All 10 of the S&P 500’s main groups fell, as technology, consumer discretionary and financial companies tumbled more than 1.3 percent. American Express dropped 4.4 percent to its lowest since October 2013. Travelers, Intercontinental Exchange Inc. and E*Trade Financial Corp. slumped more than 2.4 percent.
Software companies Adobe Systems Inc. and Salesforce.com Inc. lost at least 2.6 percent to help send tech shares lower. EBay Inc. retreated 2.2 percent, while Yahoo! Inc. fell 2.9 percent.
Losses of more than 2.7 percent in Gannett Co., Amazon.com Inc. and GameStop Corp. paced declines among consumer discretionary shares. Time Warner Cable Inc. lost 5.4 percent and Comcast Corp. dropped 2.1 percent after people familiar with the matter said staff attorneys at the Justice Department’s antitrust division are nearing a recommendation to block Comcast’s bid to buy Time Warner Cable.

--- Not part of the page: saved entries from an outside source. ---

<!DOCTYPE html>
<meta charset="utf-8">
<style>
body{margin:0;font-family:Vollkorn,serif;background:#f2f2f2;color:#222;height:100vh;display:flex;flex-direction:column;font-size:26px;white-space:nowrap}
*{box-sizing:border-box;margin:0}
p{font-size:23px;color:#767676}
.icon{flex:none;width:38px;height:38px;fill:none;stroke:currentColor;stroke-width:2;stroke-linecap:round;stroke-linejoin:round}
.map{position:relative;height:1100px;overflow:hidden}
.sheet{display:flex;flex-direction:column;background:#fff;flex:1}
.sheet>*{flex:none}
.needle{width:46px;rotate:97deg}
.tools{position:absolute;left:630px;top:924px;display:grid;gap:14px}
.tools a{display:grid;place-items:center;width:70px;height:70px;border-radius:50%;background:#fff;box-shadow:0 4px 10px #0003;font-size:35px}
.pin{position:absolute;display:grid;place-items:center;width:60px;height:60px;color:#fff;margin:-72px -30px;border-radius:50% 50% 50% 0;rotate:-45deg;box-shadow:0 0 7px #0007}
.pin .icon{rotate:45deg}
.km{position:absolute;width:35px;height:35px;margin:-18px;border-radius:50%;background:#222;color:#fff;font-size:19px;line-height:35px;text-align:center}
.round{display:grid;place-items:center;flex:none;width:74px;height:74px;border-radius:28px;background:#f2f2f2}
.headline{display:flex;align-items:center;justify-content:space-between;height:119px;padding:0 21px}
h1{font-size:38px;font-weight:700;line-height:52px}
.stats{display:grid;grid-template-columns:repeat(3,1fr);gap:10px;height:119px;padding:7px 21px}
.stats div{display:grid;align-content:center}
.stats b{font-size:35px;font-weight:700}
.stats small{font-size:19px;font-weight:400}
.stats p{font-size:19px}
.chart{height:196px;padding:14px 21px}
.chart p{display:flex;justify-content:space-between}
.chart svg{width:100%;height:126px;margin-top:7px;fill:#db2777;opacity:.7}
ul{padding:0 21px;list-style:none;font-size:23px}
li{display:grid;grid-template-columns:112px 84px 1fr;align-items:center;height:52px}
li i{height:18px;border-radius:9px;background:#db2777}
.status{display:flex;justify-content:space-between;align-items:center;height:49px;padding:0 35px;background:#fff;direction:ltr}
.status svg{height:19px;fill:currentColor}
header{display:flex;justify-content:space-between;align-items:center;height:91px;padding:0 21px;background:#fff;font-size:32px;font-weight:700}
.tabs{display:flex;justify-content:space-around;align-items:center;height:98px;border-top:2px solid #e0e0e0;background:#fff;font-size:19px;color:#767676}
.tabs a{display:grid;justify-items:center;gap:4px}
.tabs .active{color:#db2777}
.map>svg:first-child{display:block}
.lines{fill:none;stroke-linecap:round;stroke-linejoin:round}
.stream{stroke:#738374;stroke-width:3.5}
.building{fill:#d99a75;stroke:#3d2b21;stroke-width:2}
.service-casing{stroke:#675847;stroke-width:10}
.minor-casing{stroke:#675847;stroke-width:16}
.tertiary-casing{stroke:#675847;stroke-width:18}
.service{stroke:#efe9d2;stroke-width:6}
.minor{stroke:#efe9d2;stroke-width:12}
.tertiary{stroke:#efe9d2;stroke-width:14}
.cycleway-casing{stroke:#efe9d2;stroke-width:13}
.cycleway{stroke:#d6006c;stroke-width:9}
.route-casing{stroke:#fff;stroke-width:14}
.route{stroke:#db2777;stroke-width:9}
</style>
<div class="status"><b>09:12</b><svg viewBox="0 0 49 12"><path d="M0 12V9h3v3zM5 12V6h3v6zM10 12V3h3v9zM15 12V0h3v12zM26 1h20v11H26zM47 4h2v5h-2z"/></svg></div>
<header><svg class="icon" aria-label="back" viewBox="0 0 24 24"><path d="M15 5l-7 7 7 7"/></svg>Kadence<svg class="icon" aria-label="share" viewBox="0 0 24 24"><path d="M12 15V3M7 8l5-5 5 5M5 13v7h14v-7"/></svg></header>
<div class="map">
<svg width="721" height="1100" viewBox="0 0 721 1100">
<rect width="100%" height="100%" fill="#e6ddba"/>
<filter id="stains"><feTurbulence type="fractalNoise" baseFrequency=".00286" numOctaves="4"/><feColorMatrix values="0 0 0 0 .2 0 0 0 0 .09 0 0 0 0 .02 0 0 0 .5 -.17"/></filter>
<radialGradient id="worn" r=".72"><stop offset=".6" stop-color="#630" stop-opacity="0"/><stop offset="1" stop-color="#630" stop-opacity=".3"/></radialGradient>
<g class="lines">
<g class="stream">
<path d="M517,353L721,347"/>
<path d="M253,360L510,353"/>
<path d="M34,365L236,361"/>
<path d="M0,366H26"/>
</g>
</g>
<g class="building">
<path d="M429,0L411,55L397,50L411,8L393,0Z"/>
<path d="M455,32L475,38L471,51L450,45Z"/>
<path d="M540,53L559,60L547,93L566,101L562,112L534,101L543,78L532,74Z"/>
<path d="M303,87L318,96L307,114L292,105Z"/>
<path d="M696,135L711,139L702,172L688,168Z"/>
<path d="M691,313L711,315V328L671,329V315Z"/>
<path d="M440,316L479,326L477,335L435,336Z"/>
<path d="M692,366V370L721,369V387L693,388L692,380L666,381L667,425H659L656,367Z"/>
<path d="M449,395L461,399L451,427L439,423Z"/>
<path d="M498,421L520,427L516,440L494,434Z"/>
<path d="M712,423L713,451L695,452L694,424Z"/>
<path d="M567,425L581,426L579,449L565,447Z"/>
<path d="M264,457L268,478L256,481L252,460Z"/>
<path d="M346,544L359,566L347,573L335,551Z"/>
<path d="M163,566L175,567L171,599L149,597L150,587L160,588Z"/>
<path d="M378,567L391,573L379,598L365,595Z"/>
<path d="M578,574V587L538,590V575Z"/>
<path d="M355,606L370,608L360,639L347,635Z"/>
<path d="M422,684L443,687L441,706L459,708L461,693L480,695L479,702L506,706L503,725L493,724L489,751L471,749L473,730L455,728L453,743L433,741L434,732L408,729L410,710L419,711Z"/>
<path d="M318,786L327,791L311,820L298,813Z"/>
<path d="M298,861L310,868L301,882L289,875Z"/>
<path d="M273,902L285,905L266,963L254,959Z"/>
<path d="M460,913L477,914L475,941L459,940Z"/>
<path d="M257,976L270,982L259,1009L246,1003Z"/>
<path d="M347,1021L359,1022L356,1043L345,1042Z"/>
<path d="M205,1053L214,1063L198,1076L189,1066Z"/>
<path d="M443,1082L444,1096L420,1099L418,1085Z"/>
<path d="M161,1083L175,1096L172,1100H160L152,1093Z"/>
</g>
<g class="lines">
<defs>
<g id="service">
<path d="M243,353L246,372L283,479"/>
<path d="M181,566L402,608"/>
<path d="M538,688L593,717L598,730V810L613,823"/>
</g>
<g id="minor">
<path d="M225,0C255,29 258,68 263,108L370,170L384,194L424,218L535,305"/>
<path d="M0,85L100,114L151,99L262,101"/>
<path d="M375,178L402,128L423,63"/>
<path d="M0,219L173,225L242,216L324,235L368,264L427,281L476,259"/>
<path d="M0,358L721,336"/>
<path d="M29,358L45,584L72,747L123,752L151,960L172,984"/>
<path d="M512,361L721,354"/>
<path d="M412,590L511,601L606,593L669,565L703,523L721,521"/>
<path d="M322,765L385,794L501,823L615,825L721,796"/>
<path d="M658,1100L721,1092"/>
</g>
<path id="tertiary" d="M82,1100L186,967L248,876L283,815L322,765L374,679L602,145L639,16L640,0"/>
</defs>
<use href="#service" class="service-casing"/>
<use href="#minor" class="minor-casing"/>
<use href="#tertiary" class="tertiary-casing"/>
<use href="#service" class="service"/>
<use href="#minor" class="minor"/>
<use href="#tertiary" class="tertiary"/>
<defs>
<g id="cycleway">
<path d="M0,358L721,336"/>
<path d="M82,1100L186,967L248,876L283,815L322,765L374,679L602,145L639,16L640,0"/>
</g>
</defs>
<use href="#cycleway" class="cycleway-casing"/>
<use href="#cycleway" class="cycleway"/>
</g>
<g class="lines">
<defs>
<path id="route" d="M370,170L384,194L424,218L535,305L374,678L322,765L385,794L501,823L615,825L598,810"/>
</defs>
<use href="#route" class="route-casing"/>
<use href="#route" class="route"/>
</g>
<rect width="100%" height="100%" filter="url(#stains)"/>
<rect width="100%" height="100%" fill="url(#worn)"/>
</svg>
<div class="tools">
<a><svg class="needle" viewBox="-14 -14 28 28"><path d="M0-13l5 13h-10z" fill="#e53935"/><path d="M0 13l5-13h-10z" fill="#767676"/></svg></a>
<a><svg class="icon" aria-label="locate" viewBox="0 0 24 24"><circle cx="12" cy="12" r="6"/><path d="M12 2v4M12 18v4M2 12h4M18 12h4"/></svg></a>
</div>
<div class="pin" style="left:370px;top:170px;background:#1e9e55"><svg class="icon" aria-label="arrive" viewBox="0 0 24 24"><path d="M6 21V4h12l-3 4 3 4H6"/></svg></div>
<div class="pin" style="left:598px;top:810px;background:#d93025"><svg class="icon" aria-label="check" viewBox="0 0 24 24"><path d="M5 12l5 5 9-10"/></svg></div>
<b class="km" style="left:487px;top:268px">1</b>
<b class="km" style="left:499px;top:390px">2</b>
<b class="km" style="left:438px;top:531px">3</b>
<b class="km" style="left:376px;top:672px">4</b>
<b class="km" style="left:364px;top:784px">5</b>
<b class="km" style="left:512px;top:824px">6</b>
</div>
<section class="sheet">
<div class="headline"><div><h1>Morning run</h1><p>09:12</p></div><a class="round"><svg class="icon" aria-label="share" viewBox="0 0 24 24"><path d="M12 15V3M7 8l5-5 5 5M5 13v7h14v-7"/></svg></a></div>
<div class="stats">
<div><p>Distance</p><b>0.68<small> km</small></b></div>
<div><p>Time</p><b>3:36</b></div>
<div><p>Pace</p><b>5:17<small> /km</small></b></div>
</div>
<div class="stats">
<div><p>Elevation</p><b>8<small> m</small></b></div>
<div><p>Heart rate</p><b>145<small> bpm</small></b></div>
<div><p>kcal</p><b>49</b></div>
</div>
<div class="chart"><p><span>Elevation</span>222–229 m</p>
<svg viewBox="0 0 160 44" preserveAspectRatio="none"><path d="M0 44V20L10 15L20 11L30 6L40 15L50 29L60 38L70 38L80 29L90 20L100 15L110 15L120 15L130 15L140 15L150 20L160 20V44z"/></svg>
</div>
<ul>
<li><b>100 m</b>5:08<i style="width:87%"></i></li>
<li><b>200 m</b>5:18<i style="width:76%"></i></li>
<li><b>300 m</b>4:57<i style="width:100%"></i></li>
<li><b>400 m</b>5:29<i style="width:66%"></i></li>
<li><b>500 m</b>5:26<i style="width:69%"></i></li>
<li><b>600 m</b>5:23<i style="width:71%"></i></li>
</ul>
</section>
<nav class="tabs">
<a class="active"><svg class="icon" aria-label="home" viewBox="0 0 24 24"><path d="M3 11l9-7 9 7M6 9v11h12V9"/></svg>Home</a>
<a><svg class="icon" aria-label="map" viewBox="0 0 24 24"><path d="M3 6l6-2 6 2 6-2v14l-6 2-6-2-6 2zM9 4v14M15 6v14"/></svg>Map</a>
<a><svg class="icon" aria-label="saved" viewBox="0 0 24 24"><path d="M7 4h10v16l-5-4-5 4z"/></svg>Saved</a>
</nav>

Homebuilders fell for a second day as Lennar Corp. and Toll Brothers Inc. dropped more than 1 percent. An S&P gauge of builders slid 1.2 percent for its biggest two-day retreat in three months.
Energy companies slipped 0.8 percent while crude oil declined after six days of gains that pushed prices up more than 12 percent. Transocean Ltd., Chesapeake Energy Corp. and Diamond Offshore Drilling Inc. slumped at least 2.6 percent.
Mattel Inc. rose 5.8 percent, the most in the S&P 500. The toy maker reported that sales declines slowed in its Barbie and Fisher-Price products, and the company posted a smaller-than-estimated quarterly loss.